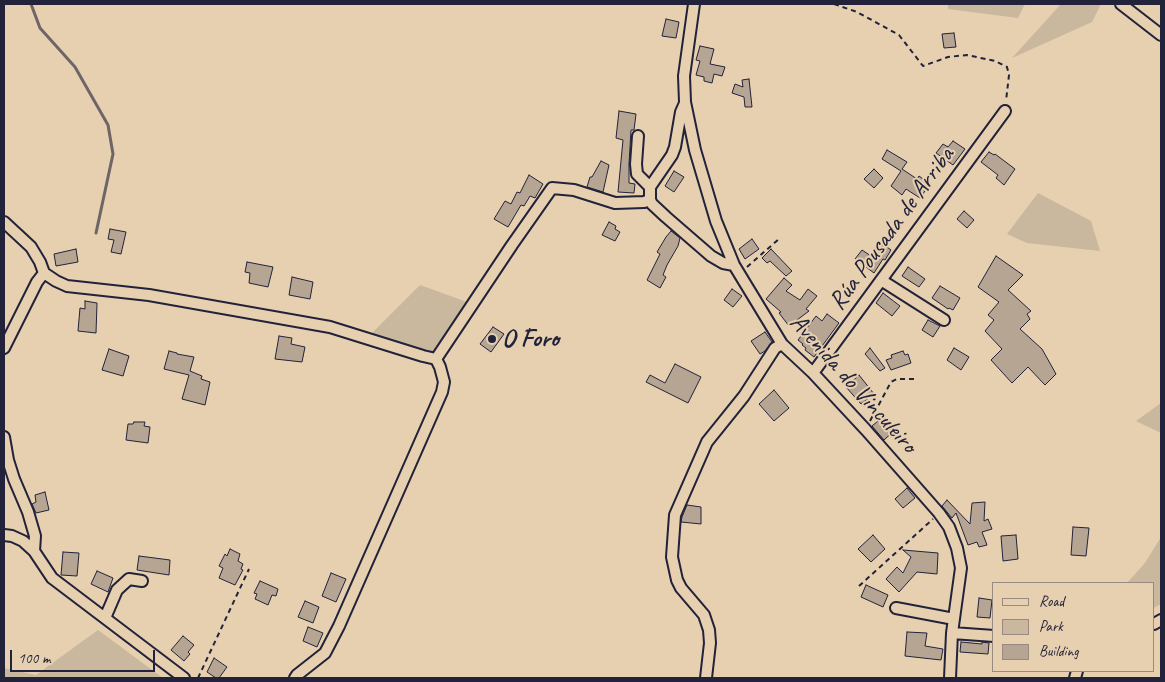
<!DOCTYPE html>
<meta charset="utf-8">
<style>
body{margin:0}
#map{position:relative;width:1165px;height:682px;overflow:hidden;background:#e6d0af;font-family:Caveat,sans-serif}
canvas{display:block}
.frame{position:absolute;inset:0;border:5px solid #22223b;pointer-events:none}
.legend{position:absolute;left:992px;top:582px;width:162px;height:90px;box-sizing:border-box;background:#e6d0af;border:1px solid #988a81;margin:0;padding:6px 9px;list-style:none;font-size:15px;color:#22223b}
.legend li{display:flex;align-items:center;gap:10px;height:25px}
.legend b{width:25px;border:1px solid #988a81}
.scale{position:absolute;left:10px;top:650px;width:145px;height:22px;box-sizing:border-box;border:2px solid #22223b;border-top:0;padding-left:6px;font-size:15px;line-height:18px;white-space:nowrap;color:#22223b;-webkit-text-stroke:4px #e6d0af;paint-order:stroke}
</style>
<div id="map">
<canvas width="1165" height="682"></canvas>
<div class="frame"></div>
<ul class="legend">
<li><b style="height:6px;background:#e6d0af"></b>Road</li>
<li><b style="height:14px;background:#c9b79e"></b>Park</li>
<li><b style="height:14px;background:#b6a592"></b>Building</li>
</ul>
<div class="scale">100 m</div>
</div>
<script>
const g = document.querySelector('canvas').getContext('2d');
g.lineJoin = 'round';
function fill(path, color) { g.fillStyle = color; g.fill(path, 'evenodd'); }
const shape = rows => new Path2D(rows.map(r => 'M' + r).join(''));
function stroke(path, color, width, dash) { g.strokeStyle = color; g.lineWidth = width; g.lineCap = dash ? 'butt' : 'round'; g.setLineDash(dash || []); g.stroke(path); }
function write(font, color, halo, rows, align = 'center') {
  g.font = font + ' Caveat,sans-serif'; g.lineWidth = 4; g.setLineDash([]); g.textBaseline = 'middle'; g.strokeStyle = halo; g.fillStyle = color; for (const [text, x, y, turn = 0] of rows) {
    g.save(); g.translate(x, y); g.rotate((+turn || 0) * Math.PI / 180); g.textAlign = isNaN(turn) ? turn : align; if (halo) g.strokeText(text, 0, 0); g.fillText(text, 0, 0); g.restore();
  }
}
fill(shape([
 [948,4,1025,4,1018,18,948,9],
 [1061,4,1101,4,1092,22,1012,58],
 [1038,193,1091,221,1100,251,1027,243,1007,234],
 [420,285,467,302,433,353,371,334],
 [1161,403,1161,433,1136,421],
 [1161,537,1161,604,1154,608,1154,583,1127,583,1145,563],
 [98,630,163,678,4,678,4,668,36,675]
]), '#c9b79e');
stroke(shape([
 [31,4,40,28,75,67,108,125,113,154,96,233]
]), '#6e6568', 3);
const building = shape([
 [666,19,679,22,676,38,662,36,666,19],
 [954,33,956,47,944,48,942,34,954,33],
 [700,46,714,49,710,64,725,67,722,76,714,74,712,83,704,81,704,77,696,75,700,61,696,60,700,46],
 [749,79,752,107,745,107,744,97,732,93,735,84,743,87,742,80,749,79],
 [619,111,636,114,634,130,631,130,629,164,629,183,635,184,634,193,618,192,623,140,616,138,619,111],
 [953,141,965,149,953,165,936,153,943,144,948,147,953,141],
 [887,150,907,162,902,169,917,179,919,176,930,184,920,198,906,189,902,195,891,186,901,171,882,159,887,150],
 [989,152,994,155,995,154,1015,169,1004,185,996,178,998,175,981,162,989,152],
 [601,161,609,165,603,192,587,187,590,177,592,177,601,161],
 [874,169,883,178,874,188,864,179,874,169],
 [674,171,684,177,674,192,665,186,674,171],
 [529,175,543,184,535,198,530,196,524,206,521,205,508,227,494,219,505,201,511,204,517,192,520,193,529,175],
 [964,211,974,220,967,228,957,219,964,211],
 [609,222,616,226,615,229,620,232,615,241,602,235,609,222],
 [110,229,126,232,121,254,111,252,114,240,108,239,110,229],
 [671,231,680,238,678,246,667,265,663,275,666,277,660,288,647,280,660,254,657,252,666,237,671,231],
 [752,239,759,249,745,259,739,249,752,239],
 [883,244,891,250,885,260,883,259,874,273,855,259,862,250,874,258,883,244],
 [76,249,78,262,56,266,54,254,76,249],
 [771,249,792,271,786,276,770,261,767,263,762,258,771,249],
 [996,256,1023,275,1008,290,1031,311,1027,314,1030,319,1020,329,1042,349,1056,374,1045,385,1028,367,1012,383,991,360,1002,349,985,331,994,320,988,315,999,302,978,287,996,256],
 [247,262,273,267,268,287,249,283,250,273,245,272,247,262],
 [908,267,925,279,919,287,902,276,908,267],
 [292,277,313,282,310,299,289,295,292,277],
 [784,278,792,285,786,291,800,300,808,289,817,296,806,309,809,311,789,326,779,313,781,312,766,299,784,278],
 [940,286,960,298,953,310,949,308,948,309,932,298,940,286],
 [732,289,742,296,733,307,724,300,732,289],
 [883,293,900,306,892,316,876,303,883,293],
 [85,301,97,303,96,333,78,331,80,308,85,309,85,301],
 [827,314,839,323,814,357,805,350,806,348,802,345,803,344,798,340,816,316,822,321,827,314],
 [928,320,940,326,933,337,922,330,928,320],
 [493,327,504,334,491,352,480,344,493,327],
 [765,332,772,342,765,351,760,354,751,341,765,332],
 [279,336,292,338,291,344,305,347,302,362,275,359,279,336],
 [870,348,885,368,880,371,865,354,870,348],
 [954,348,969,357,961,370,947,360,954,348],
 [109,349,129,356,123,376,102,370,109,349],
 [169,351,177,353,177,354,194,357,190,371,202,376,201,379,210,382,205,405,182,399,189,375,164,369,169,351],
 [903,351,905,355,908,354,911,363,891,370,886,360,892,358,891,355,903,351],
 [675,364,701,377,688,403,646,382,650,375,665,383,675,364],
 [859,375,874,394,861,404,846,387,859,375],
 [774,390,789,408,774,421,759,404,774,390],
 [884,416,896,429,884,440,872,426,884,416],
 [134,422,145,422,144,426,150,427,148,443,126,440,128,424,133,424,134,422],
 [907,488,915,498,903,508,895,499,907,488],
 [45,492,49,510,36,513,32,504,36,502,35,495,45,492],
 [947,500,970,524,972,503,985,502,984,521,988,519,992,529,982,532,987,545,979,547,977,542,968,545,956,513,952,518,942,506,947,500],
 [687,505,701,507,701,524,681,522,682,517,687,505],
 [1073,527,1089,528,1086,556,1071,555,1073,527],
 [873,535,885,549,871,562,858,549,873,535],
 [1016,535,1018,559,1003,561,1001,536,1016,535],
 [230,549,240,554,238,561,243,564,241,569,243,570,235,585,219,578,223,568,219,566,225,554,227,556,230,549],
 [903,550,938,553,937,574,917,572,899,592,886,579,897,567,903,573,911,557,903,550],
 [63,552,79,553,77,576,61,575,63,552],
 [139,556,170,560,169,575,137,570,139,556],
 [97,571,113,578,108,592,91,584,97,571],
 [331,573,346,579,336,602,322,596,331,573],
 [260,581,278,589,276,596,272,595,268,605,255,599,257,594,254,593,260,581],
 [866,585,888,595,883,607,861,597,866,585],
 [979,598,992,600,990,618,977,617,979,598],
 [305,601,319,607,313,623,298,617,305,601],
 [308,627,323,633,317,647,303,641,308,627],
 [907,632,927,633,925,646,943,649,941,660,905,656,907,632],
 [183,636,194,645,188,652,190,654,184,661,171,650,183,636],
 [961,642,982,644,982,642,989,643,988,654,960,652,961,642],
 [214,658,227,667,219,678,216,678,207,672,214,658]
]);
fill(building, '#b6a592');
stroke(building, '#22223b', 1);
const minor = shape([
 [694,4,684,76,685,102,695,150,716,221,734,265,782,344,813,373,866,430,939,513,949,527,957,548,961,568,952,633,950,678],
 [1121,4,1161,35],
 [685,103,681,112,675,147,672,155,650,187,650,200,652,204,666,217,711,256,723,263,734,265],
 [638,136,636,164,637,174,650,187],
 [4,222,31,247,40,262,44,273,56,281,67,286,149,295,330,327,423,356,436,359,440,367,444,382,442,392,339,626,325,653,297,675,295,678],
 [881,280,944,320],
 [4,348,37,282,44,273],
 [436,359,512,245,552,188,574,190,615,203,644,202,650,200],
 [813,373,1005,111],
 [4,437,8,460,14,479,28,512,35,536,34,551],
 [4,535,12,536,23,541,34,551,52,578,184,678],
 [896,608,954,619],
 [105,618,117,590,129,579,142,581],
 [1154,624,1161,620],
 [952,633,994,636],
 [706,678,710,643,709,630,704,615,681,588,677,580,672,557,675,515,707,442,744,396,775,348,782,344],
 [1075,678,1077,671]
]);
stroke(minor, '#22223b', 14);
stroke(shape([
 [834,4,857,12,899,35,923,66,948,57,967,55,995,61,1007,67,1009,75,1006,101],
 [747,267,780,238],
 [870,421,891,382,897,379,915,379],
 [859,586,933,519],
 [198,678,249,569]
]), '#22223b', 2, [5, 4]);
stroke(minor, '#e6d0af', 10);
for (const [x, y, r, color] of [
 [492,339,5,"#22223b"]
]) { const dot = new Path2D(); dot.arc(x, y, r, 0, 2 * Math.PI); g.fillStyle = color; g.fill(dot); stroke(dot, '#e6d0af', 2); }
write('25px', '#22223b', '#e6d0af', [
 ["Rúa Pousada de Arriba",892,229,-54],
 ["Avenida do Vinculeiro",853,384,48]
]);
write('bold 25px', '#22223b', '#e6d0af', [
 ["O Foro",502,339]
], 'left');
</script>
--
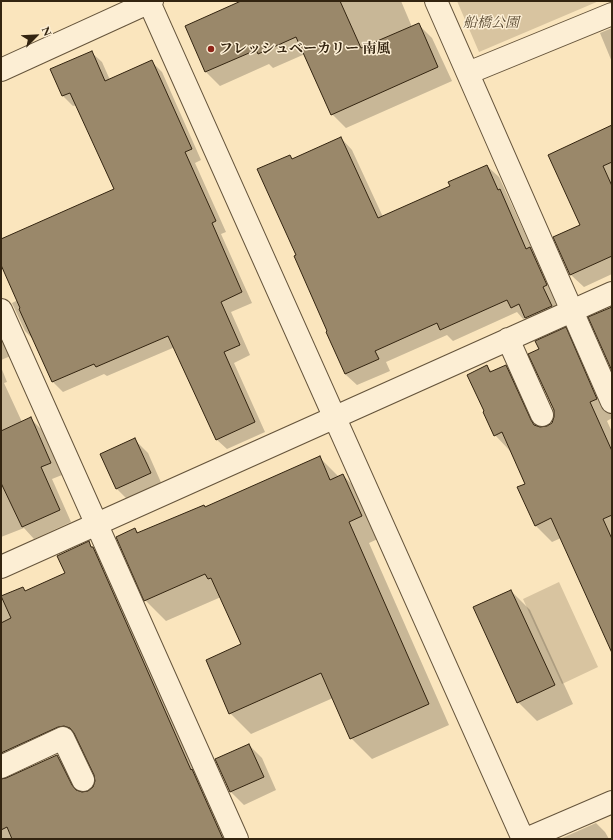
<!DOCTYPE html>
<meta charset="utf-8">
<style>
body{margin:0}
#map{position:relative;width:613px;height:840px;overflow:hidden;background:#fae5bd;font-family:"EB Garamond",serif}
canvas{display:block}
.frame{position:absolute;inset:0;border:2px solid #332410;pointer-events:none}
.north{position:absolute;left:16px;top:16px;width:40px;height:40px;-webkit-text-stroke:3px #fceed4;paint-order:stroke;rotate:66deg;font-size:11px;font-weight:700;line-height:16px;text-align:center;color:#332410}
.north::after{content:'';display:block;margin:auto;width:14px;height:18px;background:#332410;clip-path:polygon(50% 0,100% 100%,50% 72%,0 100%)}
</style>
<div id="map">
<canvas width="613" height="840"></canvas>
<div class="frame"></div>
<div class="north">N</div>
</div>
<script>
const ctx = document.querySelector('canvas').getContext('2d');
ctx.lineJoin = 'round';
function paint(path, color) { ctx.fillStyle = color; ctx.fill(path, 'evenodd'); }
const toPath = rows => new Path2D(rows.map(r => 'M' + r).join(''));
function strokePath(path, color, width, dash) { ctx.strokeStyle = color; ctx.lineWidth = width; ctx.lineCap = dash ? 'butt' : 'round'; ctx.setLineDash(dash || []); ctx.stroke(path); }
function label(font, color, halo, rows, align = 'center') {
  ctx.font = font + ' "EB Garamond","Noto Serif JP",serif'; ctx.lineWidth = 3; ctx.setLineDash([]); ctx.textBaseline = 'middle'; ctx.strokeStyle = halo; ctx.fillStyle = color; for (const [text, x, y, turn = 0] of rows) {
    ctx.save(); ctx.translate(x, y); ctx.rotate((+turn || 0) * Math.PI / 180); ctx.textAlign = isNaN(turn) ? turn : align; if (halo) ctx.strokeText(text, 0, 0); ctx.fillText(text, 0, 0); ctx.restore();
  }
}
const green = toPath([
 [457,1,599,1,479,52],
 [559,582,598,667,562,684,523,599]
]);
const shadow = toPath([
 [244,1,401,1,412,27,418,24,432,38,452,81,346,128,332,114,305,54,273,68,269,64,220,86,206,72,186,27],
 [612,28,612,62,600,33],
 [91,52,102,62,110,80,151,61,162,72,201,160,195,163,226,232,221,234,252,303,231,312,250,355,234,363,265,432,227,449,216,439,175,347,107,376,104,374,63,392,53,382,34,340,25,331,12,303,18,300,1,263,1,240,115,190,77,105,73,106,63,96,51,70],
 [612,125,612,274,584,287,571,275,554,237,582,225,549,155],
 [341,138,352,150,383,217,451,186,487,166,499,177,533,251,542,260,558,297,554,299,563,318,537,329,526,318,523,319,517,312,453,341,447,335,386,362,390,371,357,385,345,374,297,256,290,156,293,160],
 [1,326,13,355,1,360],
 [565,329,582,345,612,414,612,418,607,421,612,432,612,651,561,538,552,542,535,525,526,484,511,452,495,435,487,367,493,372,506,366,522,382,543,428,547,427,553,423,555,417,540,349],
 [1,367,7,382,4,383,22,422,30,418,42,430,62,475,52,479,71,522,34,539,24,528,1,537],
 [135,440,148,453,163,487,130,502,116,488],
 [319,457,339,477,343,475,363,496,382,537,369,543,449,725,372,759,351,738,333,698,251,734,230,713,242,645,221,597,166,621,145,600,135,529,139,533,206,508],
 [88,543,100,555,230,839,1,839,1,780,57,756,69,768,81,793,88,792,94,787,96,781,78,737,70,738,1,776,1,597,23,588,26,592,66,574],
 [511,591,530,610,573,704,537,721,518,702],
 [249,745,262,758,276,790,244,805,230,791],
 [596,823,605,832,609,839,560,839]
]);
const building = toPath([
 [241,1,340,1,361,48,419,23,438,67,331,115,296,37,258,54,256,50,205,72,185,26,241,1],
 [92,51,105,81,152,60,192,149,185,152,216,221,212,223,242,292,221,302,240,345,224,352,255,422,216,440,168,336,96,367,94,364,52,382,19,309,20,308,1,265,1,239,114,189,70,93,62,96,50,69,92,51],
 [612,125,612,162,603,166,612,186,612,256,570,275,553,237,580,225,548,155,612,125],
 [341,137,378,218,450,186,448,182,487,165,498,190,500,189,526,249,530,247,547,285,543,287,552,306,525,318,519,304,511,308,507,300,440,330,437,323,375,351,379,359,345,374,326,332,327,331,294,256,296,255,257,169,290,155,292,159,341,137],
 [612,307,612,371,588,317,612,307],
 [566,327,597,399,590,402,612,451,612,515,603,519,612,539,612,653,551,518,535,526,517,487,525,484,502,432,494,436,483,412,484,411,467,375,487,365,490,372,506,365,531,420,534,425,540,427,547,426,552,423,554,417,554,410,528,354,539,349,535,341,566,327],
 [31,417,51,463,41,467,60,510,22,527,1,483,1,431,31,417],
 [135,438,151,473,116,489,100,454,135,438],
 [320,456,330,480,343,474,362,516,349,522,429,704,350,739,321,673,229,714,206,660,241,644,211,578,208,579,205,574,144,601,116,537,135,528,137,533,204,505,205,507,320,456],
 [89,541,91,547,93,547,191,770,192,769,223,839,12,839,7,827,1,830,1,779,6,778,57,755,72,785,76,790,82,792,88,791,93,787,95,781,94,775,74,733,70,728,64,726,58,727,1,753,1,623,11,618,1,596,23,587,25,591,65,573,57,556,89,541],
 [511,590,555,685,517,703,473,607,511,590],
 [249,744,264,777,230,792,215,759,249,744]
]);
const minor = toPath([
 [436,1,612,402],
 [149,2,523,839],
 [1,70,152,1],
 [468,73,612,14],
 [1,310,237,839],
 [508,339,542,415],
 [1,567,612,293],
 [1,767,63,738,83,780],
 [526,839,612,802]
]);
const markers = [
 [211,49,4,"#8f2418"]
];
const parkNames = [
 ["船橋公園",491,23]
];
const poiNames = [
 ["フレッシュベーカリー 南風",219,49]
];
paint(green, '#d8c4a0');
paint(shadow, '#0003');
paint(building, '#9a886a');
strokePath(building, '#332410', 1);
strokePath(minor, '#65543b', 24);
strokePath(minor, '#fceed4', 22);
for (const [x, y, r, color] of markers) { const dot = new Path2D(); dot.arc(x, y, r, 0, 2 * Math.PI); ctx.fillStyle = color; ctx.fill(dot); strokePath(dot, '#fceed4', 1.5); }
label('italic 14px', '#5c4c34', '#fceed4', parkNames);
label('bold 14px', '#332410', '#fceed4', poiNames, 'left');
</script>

> _Work to be completed_
Taking the line with "function write(font, color, halo, rows, align" as the first and the line with "g.font = font" as the last, retype that stretch of the data above exactly, with no other lines.

> _Completed exercise_
function write(font, color, halo, rows, align = 'center') {
  g.font = font + ' Caveat,sans-serif'; g.lineWidth = 4; g.setLineDash([]); g.textBaseline = 'middle'; g.strokeStyle = halo; g.fillStyle = color; for (const [text, x, y, turn = 0] of rows) {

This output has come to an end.